╭─ Exercise data

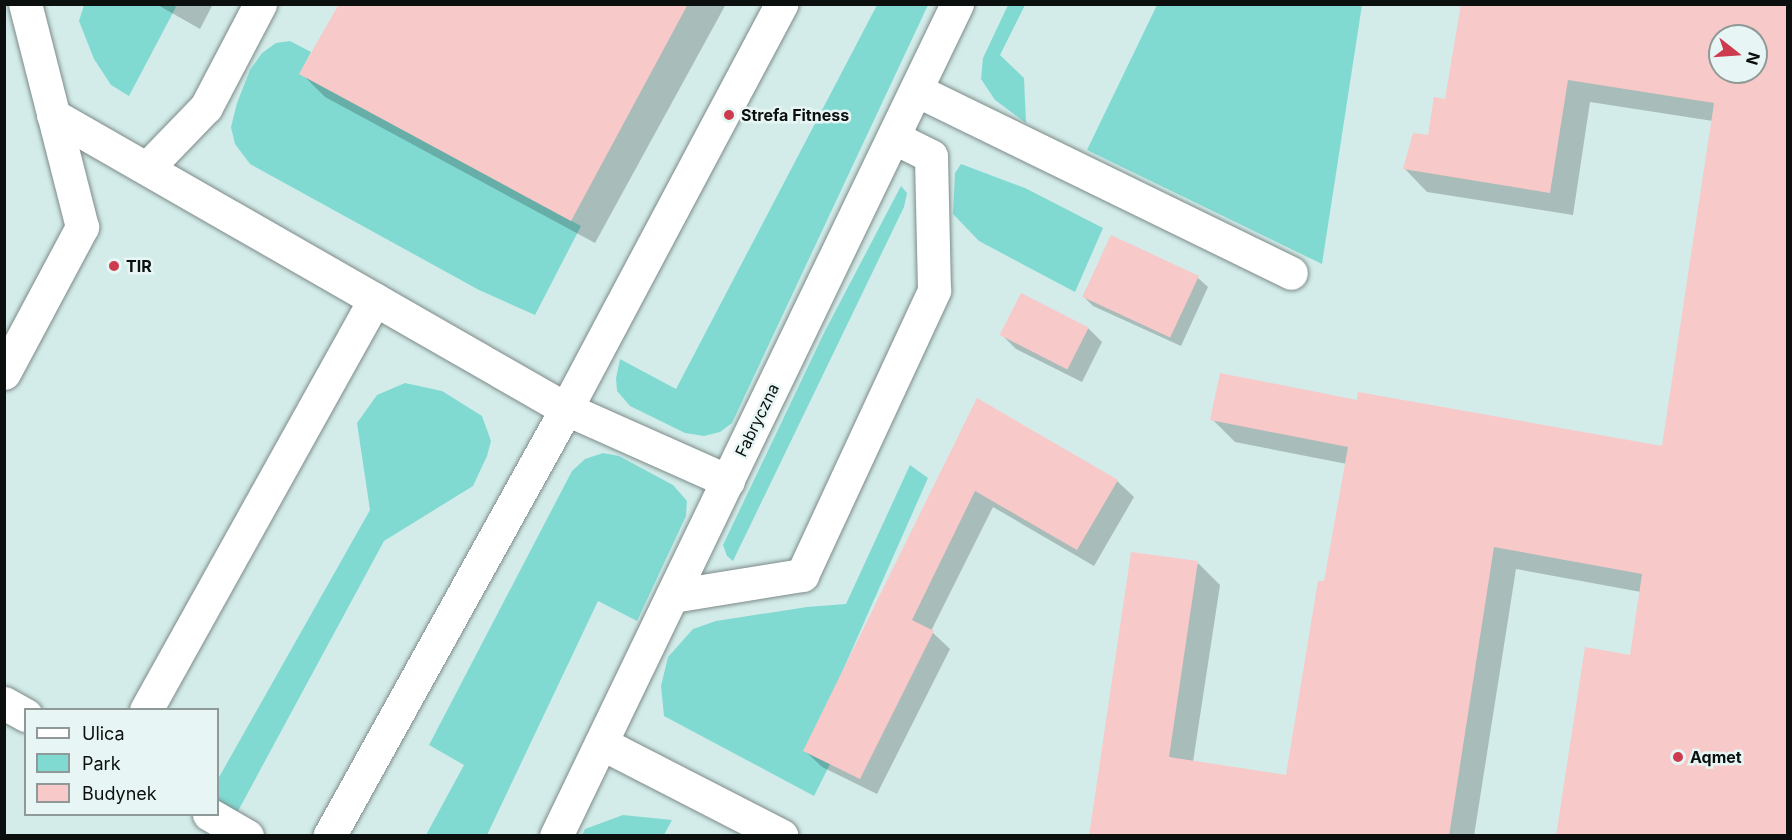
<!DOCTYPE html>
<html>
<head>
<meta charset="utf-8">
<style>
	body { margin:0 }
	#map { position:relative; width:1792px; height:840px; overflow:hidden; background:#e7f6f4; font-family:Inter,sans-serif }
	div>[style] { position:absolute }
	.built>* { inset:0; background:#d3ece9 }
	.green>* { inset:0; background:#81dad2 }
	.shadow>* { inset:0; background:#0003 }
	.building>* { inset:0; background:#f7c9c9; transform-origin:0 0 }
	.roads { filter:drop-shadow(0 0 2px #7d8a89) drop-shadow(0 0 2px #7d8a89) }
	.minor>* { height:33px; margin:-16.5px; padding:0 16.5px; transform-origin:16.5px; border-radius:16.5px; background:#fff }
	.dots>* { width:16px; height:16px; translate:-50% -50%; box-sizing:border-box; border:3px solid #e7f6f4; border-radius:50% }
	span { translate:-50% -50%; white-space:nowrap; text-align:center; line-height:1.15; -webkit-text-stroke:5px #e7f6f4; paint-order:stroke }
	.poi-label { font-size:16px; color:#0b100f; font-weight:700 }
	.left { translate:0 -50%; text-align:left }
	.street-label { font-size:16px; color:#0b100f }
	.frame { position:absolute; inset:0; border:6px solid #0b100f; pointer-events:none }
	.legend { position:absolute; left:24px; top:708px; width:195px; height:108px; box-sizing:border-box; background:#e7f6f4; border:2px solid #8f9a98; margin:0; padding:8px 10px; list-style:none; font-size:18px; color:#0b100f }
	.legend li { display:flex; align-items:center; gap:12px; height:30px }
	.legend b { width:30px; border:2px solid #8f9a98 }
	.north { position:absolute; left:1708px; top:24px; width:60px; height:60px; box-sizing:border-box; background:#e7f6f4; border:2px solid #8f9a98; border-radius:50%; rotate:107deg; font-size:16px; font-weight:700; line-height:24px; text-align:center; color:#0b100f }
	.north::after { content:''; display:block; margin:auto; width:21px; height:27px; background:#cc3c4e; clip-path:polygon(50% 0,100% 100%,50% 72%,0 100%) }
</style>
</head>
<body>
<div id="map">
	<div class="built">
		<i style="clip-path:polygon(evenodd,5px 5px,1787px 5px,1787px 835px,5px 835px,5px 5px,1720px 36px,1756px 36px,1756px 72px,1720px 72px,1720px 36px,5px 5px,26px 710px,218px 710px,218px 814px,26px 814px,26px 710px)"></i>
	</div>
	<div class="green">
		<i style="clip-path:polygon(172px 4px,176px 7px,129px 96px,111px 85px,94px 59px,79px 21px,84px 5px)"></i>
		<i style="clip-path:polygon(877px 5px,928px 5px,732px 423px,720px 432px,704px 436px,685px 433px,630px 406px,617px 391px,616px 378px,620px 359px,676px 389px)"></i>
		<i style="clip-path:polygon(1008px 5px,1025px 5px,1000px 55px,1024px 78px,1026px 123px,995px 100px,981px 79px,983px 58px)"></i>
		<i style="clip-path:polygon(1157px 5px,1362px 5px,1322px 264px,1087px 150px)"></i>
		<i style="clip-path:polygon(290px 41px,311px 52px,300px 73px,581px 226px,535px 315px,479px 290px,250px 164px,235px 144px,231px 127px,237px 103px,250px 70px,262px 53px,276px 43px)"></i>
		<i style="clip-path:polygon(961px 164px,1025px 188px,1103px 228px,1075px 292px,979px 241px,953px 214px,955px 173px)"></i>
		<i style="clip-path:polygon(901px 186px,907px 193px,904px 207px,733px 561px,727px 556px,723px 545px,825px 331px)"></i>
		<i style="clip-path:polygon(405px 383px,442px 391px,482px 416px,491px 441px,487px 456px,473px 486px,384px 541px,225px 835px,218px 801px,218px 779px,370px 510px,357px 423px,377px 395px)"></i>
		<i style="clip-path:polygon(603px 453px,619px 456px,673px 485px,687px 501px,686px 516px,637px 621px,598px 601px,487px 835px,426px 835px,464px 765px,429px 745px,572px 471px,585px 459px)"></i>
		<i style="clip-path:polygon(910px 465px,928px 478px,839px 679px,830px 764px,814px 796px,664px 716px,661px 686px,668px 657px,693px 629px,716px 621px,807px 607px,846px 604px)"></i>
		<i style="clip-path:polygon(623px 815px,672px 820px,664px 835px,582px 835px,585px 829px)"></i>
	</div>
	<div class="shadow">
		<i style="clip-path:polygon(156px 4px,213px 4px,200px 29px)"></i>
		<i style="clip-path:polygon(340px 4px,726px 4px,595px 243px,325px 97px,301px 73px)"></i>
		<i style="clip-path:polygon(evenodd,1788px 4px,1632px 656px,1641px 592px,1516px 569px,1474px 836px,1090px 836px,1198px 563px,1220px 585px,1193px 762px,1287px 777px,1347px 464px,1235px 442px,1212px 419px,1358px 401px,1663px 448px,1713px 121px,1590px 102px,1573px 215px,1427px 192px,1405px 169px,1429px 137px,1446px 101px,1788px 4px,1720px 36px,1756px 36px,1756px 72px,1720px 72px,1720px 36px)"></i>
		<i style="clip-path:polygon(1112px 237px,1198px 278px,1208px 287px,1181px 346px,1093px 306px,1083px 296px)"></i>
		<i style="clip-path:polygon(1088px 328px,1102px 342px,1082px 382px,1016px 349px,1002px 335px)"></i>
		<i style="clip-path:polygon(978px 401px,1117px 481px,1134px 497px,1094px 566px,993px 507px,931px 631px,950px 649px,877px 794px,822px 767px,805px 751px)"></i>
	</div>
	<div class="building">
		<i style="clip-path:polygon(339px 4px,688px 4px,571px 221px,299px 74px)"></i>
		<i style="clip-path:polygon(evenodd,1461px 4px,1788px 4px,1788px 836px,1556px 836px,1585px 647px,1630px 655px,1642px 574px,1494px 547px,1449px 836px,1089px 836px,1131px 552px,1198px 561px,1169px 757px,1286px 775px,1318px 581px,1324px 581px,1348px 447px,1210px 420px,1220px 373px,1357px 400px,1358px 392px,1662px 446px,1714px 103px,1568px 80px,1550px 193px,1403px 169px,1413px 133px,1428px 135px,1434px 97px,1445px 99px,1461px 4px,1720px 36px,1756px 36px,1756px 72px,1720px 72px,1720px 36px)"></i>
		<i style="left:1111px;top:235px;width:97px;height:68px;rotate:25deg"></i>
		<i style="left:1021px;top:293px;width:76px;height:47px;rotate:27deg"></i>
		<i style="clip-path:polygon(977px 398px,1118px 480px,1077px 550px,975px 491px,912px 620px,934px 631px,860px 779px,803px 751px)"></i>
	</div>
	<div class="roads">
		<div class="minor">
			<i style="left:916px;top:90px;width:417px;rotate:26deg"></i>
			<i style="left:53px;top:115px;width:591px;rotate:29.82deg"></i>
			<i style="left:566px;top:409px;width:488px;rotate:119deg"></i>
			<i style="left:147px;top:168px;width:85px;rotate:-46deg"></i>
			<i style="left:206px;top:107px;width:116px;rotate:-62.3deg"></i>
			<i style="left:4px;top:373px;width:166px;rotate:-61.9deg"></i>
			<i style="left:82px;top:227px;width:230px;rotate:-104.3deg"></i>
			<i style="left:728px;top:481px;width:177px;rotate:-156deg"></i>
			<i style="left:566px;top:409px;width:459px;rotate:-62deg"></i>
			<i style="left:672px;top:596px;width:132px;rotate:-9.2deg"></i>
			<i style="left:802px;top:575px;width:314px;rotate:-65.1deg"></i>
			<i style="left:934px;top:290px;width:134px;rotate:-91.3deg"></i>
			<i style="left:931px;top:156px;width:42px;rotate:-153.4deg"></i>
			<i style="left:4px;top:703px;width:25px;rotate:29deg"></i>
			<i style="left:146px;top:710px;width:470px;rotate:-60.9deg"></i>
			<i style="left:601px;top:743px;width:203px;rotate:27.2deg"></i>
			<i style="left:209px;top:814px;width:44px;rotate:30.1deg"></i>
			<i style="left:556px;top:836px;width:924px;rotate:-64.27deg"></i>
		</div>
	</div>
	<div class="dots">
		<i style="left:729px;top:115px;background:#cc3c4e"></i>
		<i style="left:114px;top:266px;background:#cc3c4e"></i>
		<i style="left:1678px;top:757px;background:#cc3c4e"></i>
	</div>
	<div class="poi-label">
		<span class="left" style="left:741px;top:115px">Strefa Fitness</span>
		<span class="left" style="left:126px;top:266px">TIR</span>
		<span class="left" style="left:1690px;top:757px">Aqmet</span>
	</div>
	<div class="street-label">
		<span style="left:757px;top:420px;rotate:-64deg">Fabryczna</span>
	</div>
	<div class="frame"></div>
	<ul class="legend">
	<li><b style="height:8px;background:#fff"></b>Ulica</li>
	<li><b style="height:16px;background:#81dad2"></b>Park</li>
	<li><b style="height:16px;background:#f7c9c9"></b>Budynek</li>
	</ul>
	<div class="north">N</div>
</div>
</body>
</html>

╰─

#### Your goal
The required output is every line above from the one with "translate:-50% -50%; white-space:nowrap;" down to the one with "position:absolute; left:1708px; top:24px;", restated word for word, ends included.

#### Task response
	span { translate:-50% -50%; white-space:nowrap; text-align:center; line-height:1.15; -webkit-text-stroke:5px #e7f6f4; paint-order:stroke }
	.poi-label { font-size:16px; color:#0b100f; font-weight:700 }
	.left { translate:0 -50%; text-align:left }
	.street-label { font-size:16px; color:#0b100f }
	.frame { position:absolute; inset:0; border:6px solid #0b100f; pointer-events:none }
	.legend { position:absolute; left:24px; top:708px; width:195px; height:108px; box-sizing:border-box; background:#e7f6f4; border:2px solid #8f9a98; margin:0; padding:8px 10px; list-style:none; font-size:18px; color:#0b100f }
	.legend li { display:flex; align-items:center; gap:12px; height:30px }
	.legend b { width:30px; border:2px solid #8f9a98 }
	.north { position:absolute; left:1708px; top:24px; width:60px; height:60px; box-sizing:border-box; background:#e7f6f4; border:2px solid #8f9a98; border-radius:50%; rotate:107deg; font-size:16px; font-weight:700; line-height:24px; text-align:center; color:#0b100f }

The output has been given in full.